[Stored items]
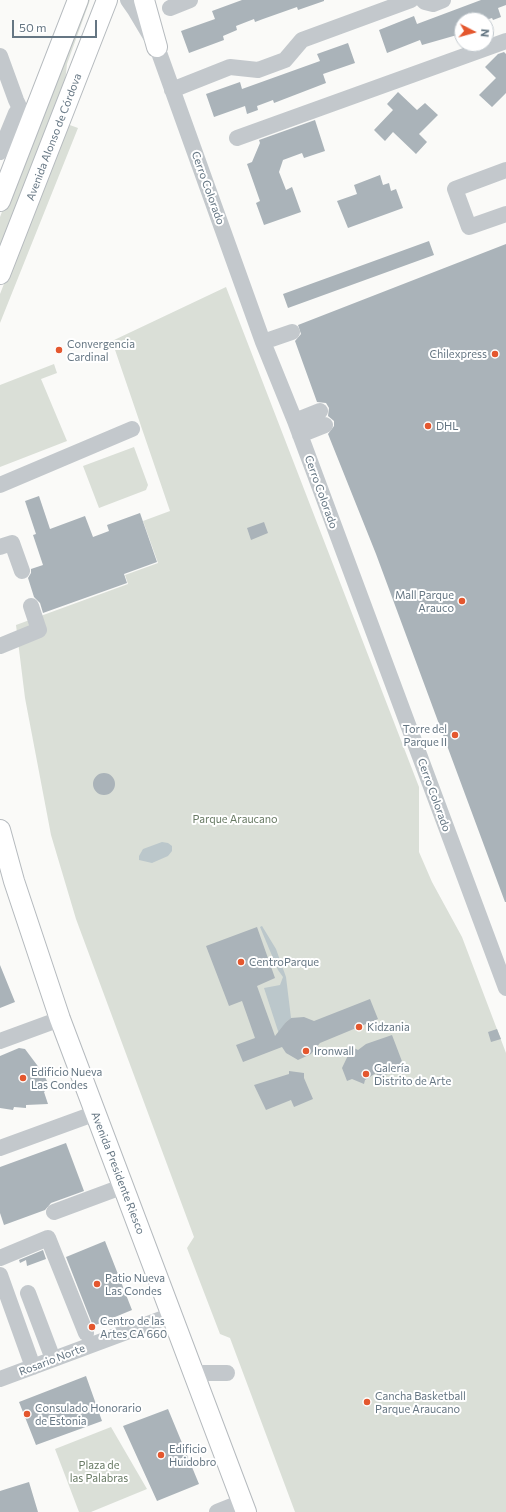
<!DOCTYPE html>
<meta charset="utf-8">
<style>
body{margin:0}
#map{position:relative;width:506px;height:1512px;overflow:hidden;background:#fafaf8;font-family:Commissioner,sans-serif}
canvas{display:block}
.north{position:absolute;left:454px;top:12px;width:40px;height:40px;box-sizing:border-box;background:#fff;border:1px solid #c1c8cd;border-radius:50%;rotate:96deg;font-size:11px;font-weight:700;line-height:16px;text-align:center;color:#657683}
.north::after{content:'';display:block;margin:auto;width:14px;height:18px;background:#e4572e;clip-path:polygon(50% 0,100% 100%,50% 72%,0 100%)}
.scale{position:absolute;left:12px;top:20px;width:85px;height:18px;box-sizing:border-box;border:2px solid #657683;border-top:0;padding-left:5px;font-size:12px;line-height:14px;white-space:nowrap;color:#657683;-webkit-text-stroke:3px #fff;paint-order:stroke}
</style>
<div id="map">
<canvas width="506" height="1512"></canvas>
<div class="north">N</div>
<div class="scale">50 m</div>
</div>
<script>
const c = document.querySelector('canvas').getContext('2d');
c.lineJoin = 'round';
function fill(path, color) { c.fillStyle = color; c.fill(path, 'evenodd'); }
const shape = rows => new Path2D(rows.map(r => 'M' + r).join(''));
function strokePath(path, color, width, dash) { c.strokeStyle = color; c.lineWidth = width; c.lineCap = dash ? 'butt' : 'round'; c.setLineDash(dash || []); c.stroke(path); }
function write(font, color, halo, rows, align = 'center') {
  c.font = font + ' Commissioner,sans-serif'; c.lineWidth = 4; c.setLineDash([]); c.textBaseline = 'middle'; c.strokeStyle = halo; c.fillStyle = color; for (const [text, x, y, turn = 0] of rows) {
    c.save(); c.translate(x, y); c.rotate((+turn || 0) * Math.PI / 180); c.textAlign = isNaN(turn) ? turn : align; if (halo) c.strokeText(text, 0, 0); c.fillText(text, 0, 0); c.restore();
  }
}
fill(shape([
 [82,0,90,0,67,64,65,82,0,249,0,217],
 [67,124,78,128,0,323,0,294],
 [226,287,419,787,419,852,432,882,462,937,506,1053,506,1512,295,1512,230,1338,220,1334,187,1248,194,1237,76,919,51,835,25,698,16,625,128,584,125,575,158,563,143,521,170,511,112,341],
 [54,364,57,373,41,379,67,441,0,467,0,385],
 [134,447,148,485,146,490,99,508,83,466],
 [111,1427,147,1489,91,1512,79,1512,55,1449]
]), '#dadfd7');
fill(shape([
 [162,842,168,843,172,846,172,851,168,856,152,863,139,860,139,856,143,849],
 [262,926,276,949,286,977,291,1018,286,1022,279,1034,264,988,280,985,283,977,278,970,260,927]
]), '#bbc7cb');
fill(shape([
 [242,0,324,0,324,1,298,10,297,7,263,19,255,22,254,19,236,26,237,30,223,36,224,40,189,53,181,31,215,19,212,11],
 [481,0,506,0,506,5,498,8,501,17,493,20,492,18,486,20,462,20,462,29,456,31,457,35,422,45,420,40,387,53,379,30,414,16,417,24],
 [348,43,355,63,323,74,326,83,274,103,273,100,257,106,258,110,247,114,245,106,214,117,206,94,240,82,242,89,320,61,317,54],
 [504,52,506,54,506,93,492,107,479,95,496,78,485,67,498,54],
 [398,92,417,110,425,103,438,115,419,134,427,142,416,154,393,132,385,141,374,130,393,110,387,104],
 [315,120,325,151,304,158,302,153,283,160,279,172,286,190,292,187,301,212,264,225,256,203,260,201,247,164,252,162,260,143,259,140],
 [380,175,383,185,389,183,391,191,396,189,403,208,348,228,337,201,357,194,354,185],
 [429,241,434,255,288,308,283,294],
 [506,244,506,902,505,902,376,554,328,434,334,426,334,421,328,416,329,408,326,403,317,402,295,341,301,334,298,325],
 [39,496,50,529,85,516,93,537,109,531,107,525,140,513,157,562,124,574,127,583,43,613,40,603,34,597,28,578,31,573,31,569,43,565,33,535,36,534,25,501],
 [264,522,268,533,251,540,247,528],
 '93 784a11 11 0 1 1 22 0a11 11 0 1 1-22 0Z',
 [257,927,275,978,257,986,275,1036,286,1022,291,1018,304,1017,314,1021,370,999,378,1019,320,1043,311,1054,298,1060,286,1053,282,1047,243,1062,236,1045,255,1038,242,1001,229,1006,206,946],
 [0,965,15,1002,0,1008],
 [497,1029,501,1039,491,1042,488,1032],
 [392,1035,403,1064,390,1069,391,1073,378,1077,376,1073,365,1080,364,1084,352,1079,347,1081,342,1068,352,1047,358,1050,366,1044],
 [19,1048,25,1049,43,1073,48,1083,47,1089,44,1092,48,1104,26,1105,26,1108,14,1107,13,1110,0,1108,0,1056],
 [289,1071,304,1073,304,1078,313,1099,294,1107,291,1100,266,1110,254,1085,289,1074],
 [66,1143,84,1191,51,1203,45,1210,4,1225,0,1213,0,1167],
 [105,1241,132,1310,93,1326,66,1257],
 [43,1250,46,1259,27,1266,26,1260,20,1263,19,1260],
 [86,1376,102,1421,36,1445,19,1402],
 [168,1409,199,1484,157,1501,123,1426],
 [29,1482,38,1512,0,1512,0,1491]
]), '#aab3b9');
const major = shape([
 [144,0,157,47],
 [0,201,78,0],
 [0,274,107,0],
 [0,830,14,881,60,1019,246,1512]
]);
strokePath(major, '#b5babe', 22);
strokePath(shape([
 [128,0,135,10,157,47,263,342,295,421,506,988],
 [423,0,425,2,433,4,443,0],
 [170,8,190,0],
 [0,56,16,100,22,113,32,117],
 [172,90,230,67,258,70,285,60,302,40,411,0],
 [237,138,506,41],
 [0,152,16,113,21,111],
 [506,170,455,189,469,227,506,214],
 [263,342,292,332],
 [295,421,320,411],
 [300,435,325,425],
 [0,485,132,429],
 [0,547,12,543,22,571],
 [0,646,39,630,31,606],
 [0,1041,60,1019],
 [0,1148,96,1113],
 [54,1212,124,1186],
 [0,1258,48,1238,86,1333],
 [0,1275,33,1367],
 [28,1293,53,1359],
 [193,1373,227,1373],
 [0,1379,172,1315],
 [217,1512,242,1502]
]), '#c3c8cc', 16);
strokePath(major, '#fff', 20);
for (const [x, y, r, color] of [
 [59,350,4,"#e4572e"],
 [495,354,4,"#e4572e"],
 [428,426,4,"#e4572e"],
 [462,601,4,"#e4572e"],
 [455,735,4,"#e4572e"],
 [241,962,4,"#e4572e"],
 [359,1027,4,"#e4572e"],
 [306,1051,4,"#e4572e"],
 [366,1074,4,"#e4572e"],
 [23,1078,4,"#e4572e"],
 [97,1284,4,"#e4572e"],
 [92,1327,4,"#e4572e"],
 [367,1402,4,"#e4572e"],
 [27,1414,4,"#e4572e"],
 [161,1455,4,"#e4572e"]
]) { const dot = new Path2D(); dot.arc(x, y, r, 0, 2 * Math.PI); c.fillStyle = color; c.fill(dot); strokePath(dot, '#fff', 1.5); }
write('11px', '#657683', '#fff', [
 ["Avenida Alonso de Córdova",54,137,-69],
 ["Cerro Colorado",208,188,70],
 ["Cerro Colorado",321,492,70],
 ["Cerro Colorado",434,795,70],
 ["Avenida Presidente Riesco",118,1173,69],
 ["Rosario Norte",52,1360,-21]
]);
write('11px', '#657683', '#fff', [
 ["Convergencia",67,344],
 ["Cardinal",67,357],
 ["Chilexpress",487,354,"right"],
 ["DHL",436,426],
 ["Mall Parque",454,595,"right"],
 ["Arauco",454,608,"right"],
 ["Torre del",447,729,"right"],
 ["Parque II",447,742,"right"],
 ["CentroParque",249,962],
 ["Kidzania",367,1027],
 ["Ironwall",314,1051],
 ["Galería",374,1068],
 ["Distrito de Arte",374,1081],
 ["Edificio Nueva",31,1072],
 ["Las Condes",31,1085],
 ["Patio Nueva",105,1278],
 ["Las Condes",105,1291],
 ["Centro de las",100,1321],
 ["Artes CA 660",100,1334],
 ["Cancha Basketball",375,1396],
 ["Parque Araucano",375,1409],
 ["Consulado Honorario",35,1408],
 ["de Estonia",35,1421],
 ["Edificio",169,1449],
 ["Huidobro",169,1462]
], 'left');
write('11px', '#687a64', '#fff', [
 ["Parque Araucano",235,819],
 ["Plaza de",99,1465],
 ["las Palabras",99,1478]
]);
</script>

...

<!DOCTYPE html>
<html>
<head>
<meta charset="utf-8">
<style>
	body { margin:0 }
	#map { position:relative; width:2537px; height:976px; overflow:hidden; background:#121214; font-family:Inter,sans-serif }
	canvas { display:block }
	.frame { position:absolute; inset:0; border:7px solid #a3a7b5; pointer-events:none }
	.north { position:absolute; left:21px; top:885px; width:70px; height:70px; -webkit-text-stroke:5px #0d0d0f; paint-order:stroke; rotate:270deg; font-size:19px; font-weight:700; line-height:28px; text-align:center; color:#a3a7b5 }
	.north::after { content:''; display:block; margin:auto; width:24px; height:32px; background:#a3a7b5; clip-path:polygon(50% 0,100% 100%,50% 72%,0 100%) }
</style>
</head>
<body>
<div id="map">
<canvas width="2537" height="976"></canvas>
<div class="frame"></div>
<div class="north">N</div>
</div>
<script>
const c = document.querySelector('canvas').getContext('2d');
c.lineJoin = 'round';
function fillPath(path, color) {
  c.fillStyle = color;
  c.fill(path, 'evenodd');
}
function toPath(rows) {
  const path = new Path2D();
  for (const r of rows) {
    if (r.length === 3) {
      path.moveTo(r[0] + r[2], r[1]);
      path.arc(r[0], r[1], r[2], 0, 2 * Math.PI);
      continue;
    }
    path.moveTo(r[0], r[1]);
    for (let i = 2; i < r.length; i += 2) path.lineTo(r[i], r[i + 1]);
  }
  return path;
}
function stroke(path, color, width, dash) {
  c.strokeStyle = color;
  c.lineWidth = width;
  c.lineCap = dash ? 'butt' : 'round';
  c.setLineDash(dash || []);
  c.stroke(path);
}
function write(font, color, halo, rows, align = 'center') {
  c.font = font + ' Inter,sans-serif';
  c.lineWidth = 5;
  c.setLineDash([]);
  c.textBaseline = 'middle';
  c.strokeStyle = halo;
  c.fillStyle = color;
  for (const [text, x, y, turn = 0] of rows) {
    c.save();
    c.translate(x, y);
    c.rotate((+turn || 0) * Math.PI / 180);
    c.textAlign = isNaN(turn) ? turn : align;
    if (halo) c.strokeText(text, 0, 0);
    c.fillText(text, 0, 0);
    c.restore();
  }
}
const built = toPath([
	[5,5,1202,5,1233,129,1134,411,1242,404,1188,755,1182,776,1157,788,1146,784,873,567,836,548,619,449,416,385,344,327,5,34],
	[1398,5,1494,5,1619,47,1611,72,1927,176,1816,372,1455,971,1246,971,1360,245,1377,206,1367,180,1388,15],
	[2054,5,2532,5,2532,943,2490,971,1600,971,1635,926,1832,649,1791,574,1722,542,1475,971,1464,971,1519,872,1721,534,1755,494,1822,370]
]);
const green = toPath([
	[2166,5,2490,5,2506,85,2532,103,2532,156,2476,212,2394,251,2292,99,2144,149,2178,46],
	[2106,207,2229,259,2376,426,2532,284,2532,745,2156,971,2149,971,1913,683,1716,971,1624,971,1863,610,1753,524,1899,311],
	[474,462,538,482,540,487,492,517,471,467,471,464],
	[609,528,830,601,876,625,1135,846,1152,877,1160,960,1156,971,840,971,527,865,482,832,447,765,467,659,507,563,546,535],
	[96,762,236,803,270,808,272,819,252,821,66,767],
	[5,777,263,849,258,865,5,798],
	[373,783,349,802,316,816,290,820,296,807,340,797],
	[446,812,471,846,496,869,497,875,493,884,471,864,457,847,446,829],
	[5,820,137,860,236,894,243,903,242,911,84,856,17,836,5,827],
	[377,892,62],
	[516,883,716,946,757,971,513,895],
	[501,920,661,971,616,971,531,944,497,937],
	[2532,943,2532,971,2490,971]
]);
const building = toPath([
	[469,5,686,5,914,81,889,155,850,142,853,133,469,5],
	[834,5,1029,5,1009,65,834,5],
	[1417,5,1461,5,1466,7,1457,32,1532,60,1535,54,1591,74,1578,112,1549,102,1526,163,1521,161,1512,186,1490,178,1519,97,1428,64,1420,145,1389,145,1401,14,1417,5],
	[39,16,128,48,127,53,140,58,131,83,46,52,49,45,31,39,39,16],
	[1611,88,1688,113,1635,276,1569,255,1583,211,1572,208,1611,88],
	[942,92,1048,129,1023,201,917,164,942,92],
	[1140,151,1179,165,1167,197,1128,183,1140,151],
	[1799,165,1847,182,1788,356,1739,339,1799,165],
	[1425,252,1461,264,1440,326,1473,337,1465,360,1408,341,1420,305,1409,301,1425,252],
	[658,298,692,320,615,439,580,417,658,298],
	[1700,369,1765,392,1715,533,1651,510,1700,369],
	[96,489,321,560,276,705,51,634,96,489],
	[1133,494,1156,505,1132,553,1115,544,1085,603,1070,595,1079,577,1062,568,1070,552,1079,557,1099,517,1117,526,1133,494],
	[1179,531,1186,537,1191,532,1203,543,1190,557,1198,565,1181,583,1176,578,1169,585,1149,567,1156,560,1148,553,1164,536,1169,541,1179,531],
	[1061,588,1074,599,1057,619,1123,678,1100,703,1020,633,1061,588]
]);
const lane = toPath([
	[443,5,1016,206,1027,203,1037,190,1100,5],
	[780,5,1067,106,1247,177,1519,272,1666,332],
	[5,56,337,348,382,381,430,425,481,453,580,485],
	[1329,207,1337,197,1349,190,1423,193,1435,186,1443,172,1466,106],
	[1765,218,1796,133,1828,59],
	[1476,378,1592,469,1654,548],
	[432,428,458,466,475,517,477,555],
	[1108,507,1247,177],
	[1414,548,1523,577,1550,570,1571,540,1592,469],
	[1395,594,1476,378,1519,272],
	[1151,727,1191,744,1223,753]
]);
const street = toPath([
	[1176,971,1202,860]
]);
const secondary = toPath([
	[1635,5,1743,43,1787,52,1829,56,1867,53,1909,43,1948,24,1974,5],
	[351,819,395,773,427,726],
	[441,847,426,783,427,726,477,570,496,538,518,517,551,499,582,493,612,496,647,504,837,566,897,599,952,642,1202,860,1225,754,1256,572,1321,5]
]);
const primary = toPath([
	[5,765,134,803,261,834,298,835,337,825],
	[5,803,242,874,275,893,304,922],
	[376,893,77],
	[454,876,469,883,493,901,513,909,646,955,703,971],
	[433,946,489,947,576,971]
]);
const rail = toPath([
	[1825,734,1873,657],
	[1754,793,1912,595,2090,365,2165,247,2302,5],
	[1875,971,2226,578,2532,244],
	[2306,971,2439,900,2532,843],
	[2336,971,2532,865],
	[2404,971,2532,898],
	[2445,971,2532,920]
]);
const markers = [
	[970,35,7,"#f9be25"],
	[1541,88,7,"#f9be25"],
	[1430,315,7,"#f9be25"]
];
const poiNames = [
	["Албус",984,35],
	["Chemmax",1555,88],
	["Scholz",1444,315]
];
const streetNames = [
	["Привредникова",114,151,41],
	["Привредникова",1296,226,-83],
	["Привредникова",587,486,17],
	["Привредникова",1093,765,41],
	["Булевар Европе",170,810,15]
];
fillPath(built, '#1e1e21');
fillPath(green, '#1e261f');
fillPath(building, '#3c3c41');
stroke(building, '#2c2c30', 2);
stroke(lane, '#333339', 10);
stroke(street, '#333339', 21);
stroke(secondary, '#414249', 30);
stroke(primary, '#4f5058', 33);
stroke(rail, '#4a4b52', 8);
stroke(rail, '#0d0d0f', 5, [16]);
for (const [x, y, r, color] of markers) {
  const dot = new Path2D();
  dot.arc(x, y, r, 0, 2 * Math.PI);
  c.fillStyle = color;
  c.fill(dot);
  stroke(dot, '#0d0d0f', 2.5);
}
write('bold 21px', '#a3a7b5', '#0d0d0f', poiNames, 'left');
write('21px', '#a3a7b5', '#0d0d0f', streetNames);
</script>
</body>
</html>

[Exercise requirements] Within the records above, count the lines that hold the word "setLineDash" and give only that number.

[Written solution] 4